Holden urged to act over faulty handbrakes

Holden should follow the example of its British sister company and recall the recent Vectra model because the handbrake may fail without warning, says the car buyers’ Dog & Lemon Guide and Consumer NZ.

Dog & Lemon Guide editor Clive Matthew-Wilson said today:

“We called on Holden to recall this car last year. They denied there was a problem. Now its clear there is a problem and something must be done about it.”

Consumer New Zealand spokesman Hamish Wilson agrees:

“There is clear evidence of a problem with these cars and Holden needs to take action now, before someone is killed or injured.”

There have been large numbers of overseas reports of Vectra owners parking their cars securely on a slope, only to have the vehicle roll away a short time later. In a typical example, Caroline Pearce from Northern Ireland wrote off a neighbour’s car when her eight-week-old Vectra rolled away.

“My driveway is at a steep 45 degree angle so I was careful to put on the handbrake. From the time of my setting the handbrake to the stage when it rolled down my drive was about 15 minutes,” she said.
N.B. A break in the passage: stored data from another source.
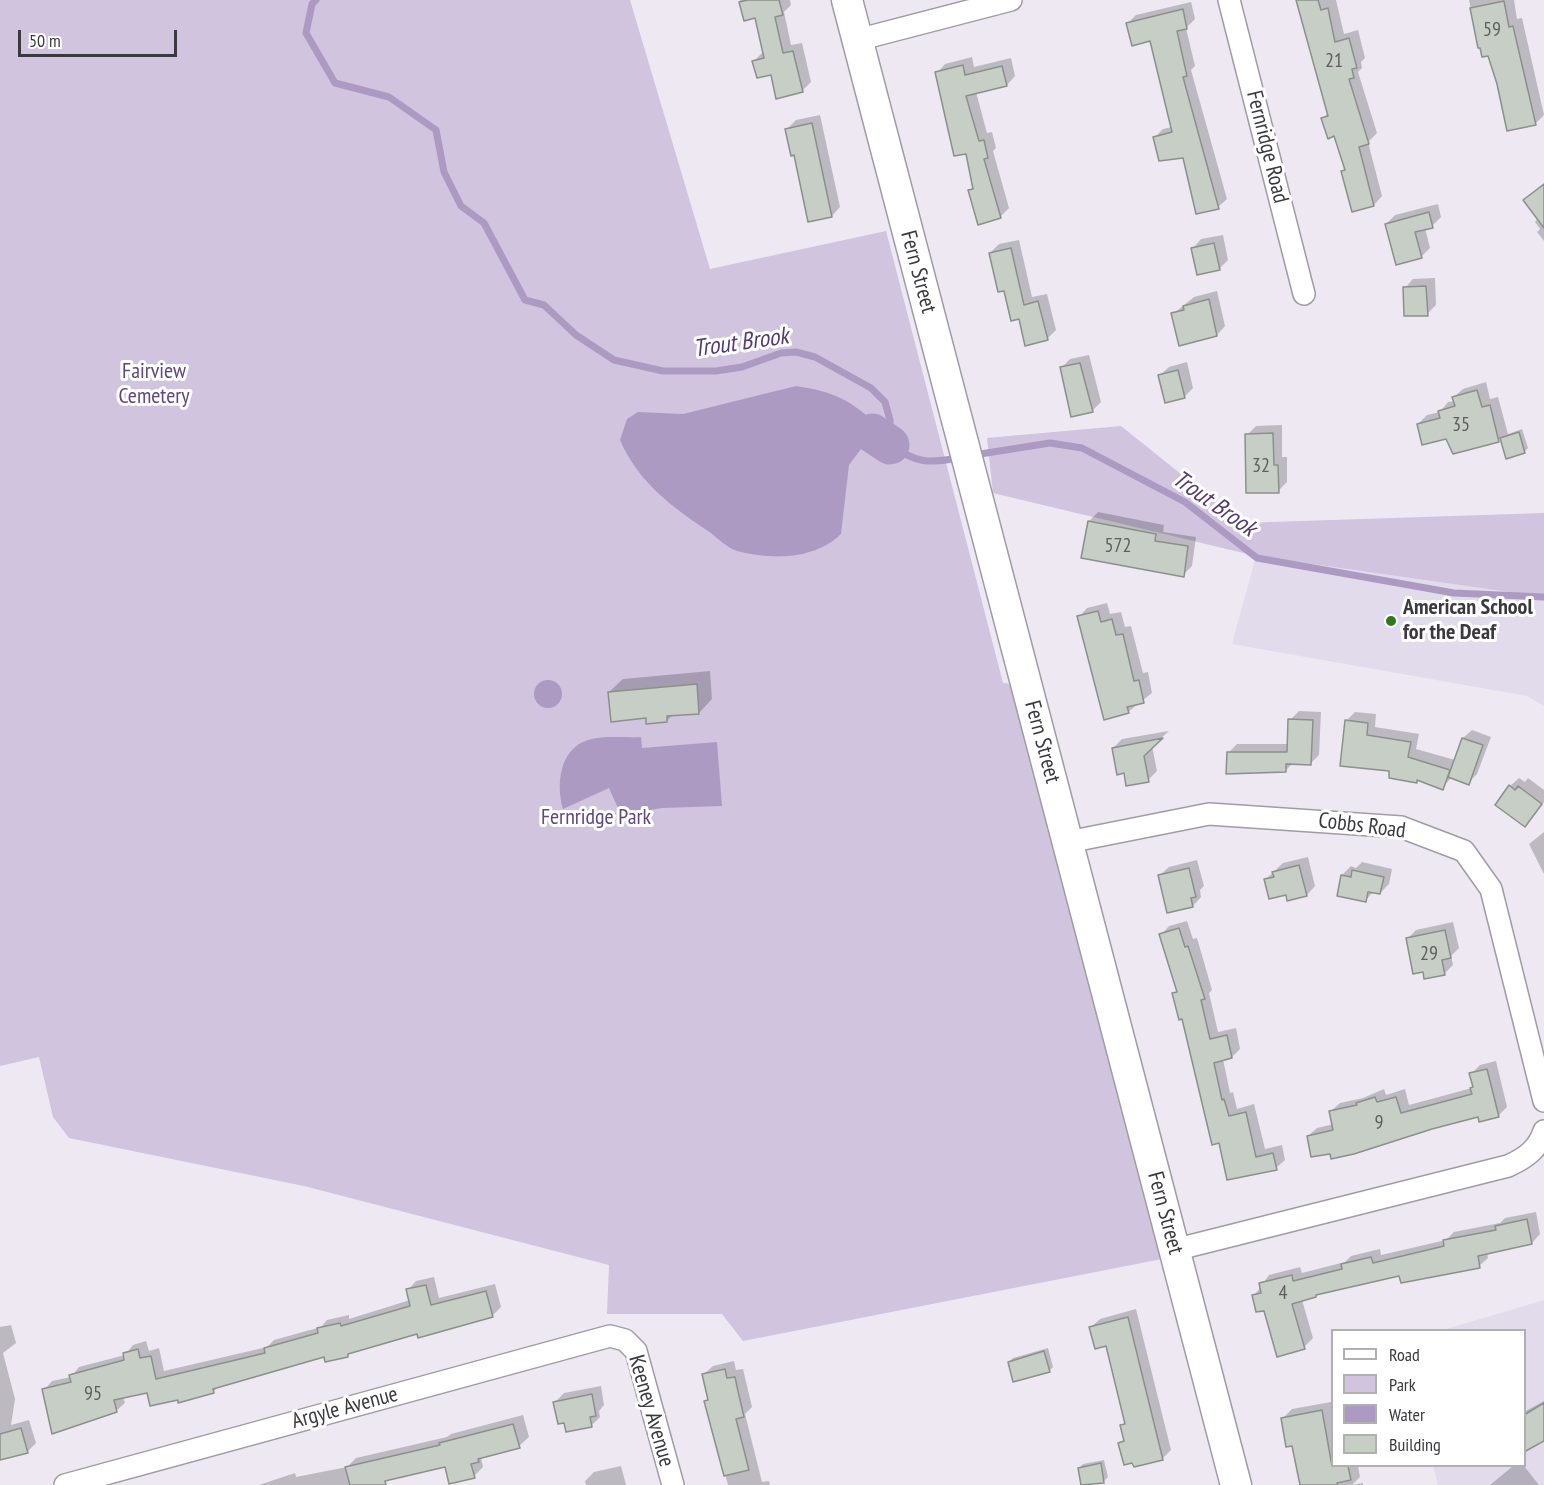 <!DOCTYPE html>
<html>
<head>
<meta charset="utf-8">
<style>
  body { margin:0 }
  #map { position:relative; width:1544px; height:1485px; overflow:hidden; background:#ede8f2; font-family:"PT Sans Narrow",sans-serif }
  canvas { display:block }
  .legend { position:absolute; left:1331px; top:1329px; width:195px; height:138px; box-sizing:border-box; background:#fff; border:2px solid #b1b0b1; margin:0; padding:8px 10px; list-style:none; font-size:18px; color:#3b393d }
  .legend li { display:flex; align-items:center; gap:12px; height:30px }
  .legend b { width:30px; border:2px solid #b1b0b1 }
  .scale { position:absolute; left:18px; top:30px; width:159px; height:27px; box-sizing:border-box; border:3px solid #3b393d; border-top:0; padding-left:8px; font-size:18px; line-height:21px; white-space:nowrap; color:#3b393d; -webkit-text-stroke:4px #fff; paint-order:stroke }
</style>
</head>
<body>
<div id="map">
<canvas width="1544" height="1485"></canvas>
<ul class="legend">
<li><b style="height:8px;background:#fff"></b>Road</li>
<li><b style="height:16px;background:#d0c4de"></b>Park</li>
<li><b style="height:16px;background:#ad9ac3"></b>Water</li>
<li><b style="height:16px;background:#c6cec5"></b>Building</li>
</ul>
<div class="scale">50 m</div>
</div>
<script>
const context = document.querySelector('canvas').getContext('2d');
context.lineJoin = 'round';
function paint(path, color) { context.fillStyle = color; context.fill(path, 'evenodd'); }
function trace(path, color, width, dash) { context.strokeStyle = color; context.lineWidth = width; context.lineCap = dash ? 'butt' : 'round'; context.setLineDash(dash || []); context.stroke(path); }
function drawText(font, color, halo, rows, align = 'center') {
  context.font = font + ' "PT Sans Narrow",sans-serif'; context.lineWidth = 6; context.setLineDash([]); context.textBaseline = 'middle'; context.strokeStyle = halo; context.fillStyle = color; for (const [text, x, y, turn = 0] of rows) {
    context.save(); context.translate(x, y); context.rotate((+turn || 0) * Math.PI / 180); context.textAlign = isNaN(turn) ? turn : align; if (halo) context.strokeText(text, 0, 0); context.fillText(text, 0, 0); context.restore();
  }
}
paint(new Path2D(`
  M1256 556 1544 597V706L1527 696 1232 644Z
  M1544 1300V1485H1438L1433 1466H1524V1330H1443Z`), '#e2dbec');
paint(new Path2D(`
  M0 0H630L710 269 886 231 1003 683 1012 684 1162 1259 743 1341 722 1314H607L609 1265 304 1186 69 1138 53 1117 39 1057 0 1066Z
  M1121 426 1242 523 1544 513V597L1256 556 993 493 987 438Z`), '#d0c4de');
paint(new Path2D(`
  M796 386C834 392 850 399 878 426L849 465 841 534C814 560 772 560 737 551 728 548 718 539 711 533 673 508 638 482 620 440L627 419 638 412 683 414Z
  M534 694a14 14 0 1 1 28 0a14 14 0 1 1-28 0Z
  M641 737 642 748 717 742 722 806 662 808 621 815 609 788 563 809C556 785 559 749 588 740 604 735 625 738 641 737Z`), '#ad9ac3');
paint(new Path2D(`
  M740 0H790L791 5 784 12 791 45 802 43 811 82 802 91 754 61 763 52 756 16 745 19Z
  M1298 0H1336L1344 34 1358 30 1365 58 1361 62 1362 68 1358 72 1377 133 1368 142 1382 196 1374 205 1343 172 1346 168 1335 135 1323 118 1329 112Z
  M1469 0H1514L1517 19 1522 18 1544 115 1535 124 1508 130 1489 54 1479 46Z
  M1191 2 1195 19 1186 28 1195 66 1191 70 1227 199 1218 207 1184 156 1155 137 1163 129 1172 127 1151 39 1128 23 1136 15Z
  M972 57 974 67 1011 58 1015 76 1007 85 976 92 987 133 992 132 996 148 993 151 1009 208 1000 217 969 191 974 186 967 152 937 73 945 64Z
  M820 115 840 207 832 216 795 153 787 129 796 120Z
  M1544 184V241L1537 232 1540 229 1535 222 1538 218 1525 200Z
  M1438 204 1441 217 1432 226 1425 228 1430 248 1421 257 1386 224 1395 215Z
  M1223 235 1228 260 1219 269 1193 248 1201 239Z
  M1019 240 1032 297 1047 294 1056 330 1047 339 1020 317 990 253 999 244Z
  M1435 278 1436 305 1427 314 1405 288 1413 279Z
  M1217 291 1225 326 1217 335 1173 314 1194 297Z
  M1089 355 1101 402 1092 411 1061 368 1070 359Z
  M1187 362 1193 388 1184 397 1160 375 1169 367Z
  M1486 382 1490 399 1498 397 1508 434 1522 429 1528 448 1524 452 1502 438 1454 453 1447 437 1418 424 1427 415 1440 412 1448 402 1455 401 1454 397 1463 389Z
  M1282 425V457H1287V482L1278 491 1247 435 1256 426Z
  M1098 512 1164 525 1163 532 1196 537 1192 566 1183 575 1089 521Z
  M1107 603 1110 614 1121 612 1125 627 1131 626 1143 673 1148 672 1152 693 1128 712 1079 617 1087 608Z
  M710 671 712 699 699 713 673 715 666 721 647 716 609 692 623 679Z
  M1299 711 1321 712 1319 755 1310 764 1293 763 1285 771 1228 753 1237 744H1289L1290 720Z
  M1355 712 1376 714 1375 727 1419 734 1416 749 1455 760 1463 738 1472 730 1491 737 1477 774 1468 783 1452 777 1442 788 1419 779 1416 782 1391 770 1346 721Z
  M1169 731 1152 746 1157 771 1148 780 1125 772 1113 748 1122 739Z
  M1519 778 1525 782 1528 778 1544 790V802L1524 825 1510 786Z
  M1544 832V874L1529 844Z
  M1308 857 1315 886 1307 895 1287 893 1265 880 1283 863Z
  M1197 860 1204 886 1200 890 1201 897 1193 906 1160 875 1169 867Z
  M1362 862 1392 869 1389 884 1380 893 1374 891 1365 901 1338 895 1342 875 1351 866 1356 868Z
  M1187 921 1193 939 1197 938 1212 990 1209 993 1218 1032 1236 1028 1240 1049 1232 1057 1223 1059 1230 1093 1233 1092 1237 1109 1254 1104 1265 1149 1282 1145 1285 1160 1276 1168 1221 1141 1174 993 1178 990 1161 935 1169 926Z
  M1453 922 1459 948 1451 956 1453 965 1444 974 1424 971 1407 939 1416 930Z
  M1496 1061 1507 1107 1499 1115 1480 1120 1479 1115 1332 1157 1331 1152 1308 1136 1317 1128 1334 1124 1331 1111 1340 1103 1363 1098 1384 1089 1386 1095 1405 1089 1409 1105 1472 1088 1474 1086 1471 1074 1480 1065Z
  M1536 1212 1540 1234 1532 1243 1487 1252 1488 1258 1479 1266 1400 1274 1319 1293 1302 1300 1313 1338 1304 1347 1254 1296 1269 1275 1300 1267 1302 1273 1345 1262 1351 1256 1380 1249 1381 1255 1446 1240 1454 1232 1500 1223 1505 1218Z
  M434 1277 439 1298 495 1284 501 1307 492 1316 418 1332 352 1351 348 1355H325L219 1386 213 1392 179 1399 149 1391 123 1397 125 1403 116 1411 44 1390 52 1381 71 1377 79 1367 125 1355 133 1345 146 1341 149 1351 159 1348 164 1371 267 1347 274 1340 321 1327 327 1320 349 1315V1319L410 1300 408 1290 416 1281Z
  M1136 1309 1171 1450 1162 1459 1120 1443 1125 1438 1122 1425 1126 1421 1108 1345 1091 1327 1100 1319Z
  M11 1325 16 1343 3 1353 15 1399 11 1425 29 1420 36 1443 27 1452 0 1459V1327Z
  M1048 1348 1053 1367 1049 1371 1009 1362 1013 1358Z
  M734 1361 736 1370 743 1369 752 1407 745 1414 762 1482 769 1481 770 1485H728L705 1402 709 1398 704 1374 713 1366Z
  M601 1386 604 1405 599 1411 600 1417 591 1426 555 1402 564 1393Z
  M1544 1401V1439L1524 1451V1412Z
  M1331 1402 1332 1466H1358L1360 1477 1352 1485 1363 1483V1485H1301L1293 1444 1283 1418 1292 1409Z
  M523 1415 529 1437 519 1446 481 1458 483 1467 474 1476 446 1465 391 1478 381 1485H259L295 1473 296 1477 347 1467 356 1458 447 1437 451 1434Z
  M1104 1460 1108 1477 1104 1481 1083 1485 1079 1468 1083 1464Z
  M621 1466 626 1485H586L585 1481 594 1472Z
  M1513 1466H1524L1539 1485H1490Z`), '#0003');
trace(new Path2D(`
  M316 0 312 4 306 33 335 83 389 97 436 130 444 172 461 206 484 223 525 300 544 305 576 335 614 360 663 371H716L742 367 781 353 796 352 815 357 871 388 885 402 890 420V445C918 464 927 463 960 458
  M974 455 1050 443 1082 448 1185 502 1257 558 1454 593 1544 597`), '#ad9ac3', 7);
trace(new Path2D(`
  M872 433 890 445`), '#ad9ac3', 39);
const building = new Path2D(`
  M748 0H779L783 15 775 17 783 53 793 51 803 92 776 99 771 75 757 78 752 61 764 58 755 18 744 21 739 2Z
  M1296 0H1318L1321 10 1328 8 1335 42 1349 38 1357 68 1352 69 1354 78 1349 79 1369 144 1359 147 1374 206 1352 212 1341 171 1345 170 1334 136 1328 139 1321 118 1328 116Z
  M1504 1 1509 27 1513 26 1536 125 1507 131 1497 84 1488 56 1482 57 1480 48H1478L1470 8Z
  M1183 9 1187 29 1177 31 1187 76 1183 77 1219 209 1196 214 1183 158 1159 161 1153 137 1172 132 1150 41 1132 46 1126 23Z
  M963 65 965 75 1002 66 1007 86 966 96 979 141 984 140 988 158 984 159 1001 218 978 225 968 190 973 189 966 154 954 156 935 72Z
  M812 123 832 217 808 222 794 155 791 156 785 129Z
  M1544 184V228L1523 200Z
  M1429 212 1433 228 1415 232 1422 258 1396 265 1385 224Z
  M1214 243 1220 270 1197 275 1191 248Z
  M1011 248 1024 305 1038 301 1048 340 1025 346 1019 319 1011 321 1004 291 998 292 989 253Z
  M1426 286 1428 316H1404L1403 287Z
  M1209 299 1217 336 1179 346 1171 313 1184 310 1183 306Z
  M1080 363 1093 412 1071 417 1060 367Z
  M1178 370 1185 398 1165 403 1158 375Z
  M1477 390 1482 407 1490 405 1499 442 1453 454 1446 439 1422 445 1417 424 1440 418 1438 411 1455 406 1452 397Z
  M1519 432 1525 453 1506 459 1500 438Z
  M1273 433 1274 465H1278L1279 493H1246L1245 434Z
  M1088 521 1156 534 1155 541 1188 546 1184 577 1081 558Z
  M1098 611 1101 622 1112 619 1116 635 1123 634 1134 681 1139 680 1144 703 1127 707 1129 713 1104 720 1077 616Z
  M697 684 699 714 667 716V722L646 724V718L611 722 608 692Z
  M1288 719 1313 720 1311 765 1286 764V772L1226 774 1227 752H1287Z
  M1345 720 1368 723 1367 735 1411 742 1408 757 1450 770 1443 790 1417 780V783L1389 778V771L1340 766Z
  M1163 738 1144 756 1149 782 1126 786 1124 773 1117 775 1112 748Z
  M1462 738 1483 745 1469 785 1448 777Z
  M1509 785 1515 790 1518 786 1542 804 1525 827 1495 805Z
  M1299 865 1307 896 1287 901 1286 895 1269 899 1264 879 1274 877 1272 872Z
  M1189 868 1196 897 1191 898 1193 907 1167 913 1158 875Z
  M1352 870 1384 877 1380 894 1368 892 1366 902 1337 896 1341 875 1351 877Z
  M1179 928 1185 947 1188 946 1205 999 1201 1000 1210 1039 1227 1035 1232 1058 1214 1063 1222 1100 1224 1099 1229 1116 1246 1112 1256 1157 1273 1153 1277 1170 1227 1180 1219 1143 1212 1145 1182 1019 1179 1020 1172 993 1177 992 1159 934Z
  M1445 930 1451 958 1442 960 1445 975 1424 979 1423 972 1413 974 1406 938Z
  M1487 1069 1499 1117 1479 1122 1478 1117 1432 1129 1354 1154 1331 1159 1330 1154 1311 1157 1307 1136 1333 1130 1329 1111 1357 1105 1356 1103 1375 1097 1377 1102 1396 1097 1401 1113 1472 1094 1470 1088 1473 1087 1469 1073Z
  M1527 1219 1532 1244 1478 1256 1480 1268 1401 1283 1399 1276 1316 1295V1297L1292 1304 1305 1349 1277 1357 1264 1311 1256 1312 1252 1295 1261 1293 1259 1283 1292 1275 1293 1281 1342 1269 1341 1264 1371 1257 1373 1263 1444 1246 1443 1240 1496 1230 1495 1226Z
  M426 1285 431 1305 486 1291 493 1317 418 1338 417 1334 348 1354V1357L325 1362 324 1357 213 1389 214 1393 178 1403V1400L150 1406 147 1393 114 1400 117 1412 52 1434 42 1389 71 1382 69 1375 124 1360 123 1353 138 1349 140 1358 151 1356 156 1379 265 1353 264 1348 318 1333 317 1328 340 1323 341 1326 410 1306 406 1289Z
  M1128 1317 1163 1460 1134 1467 1132 1463 1124 1465 1118 1443 1124 1441 1120 1425 1125 1424 1106 1346 1095 1349 1089 1327Z
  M1044 1351 1050 1372 1013 1382 1008 1362Z
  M725 1369 727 1378 735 1377 738 1391 744 1417 736 1419 749 1470 724 1476 704 1401 708 1400 702 1374Z
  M592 1394 596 1416 590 1417 592 1427 566 1432 564 1423 558 1424 553 1402Z
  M1544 1403V1441L1524 1452V1415Z
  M1322 1410 1332 1466H1348L1351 1480 1337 1483V1485H1300L1292 1446 1286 1447 1281 1418Z
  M513 1424 520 1448 478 1459 479 1462 471 1464 475 1478 449 1484 445 1467 385 1481 386 1485H350L345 1467 440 1445 439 1443Z
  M21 1428 28 1453 0 1460V1434Z
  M1101 1463 1104 1483 1081 1485 1078 1468Z`);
paint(building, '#c6cec5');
trace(building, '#8a9189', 1.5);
const street = new Path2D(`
  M1229 0 1304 294
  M857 40 1011 0
  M1068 842 1209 814 1401 827 1464 851 1491 889 1544 1101
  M1174 1250 1508 1166C1526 1158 1538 1149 1544 1131
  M65 1485 610 1336 625 1340 636 1351 673 1485`);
const secondary = new Path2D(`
  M847 0 1236 1485`);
trace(street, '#a09ca5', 24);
trace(secondary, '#a09ca5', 33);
trace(street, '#fff', 21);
trace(secondary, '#fff', 30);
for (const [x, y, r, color] of [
  [1391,621,6,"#2f781d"]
]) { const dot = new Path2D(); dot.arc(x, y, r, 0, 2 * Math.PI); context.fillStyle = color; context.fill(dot); trace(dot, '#fff', 2); }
drawText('20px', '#5e5e5f', null, [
  ["59",1492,30],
  ["21",1334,61],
  ["35",1461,425],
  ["32",1261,466],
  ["572",1118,546],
  ["29",1429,954],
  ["9",1379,1123],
  ["4",1283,1293],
  ["95",93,1394]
]);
drawText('22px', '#3b393d', '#fff', [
  ["Fernridge Road",1267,147,76],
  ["Fern Street",918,272,75],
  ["Fern Street",1042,742,75],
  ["Cobbs Road",1362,826,7],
  ["Fern Street",1165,1213,75],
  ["Argyle Avenue",345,1408,-15],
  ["Keeney Avenue",651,1411,74]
]);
drawText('22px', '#62477e', '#fff', [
  ["Fairview",154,372],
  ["Cemetery",154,397],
  ["Fernridge Park",596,818]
]);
drawText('bold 22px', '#3b393d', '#fff', [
  ["American School",1403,608],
  ["for the Deaf",1403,633]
], 'left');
drawText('italic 24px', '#553a70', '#fff', [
  ["Trout Brook",741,343,-8],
  ["Trout Brook",1214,504,35]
]);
</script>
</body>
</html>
‘When I got to the car the handbrake was disengaged. There are lots of young children who live around my home and it was lucky that most were in their own houses having their tea. If this had happened any later there would surely have been terrible results. This thought has haunted me ever since.”

Hamish Wilson said Holden had the opportunity to do the right thing and voluntarily recall the Vectra.

“If Holden acts now, they will retain their credibility with motorists."

Vauxhall, Holden’s British sister company, still maintains that the Vectra handbrakes are safe, but says it will modify the vehicles to 'reduce the possibility of a partial release when incorrectly setting the handbrake'.

Matthew-Wilson added:

“The Government has the power to force the recall of a vehicle with a known safety defect. If Holden does not take immediate action then the government must.”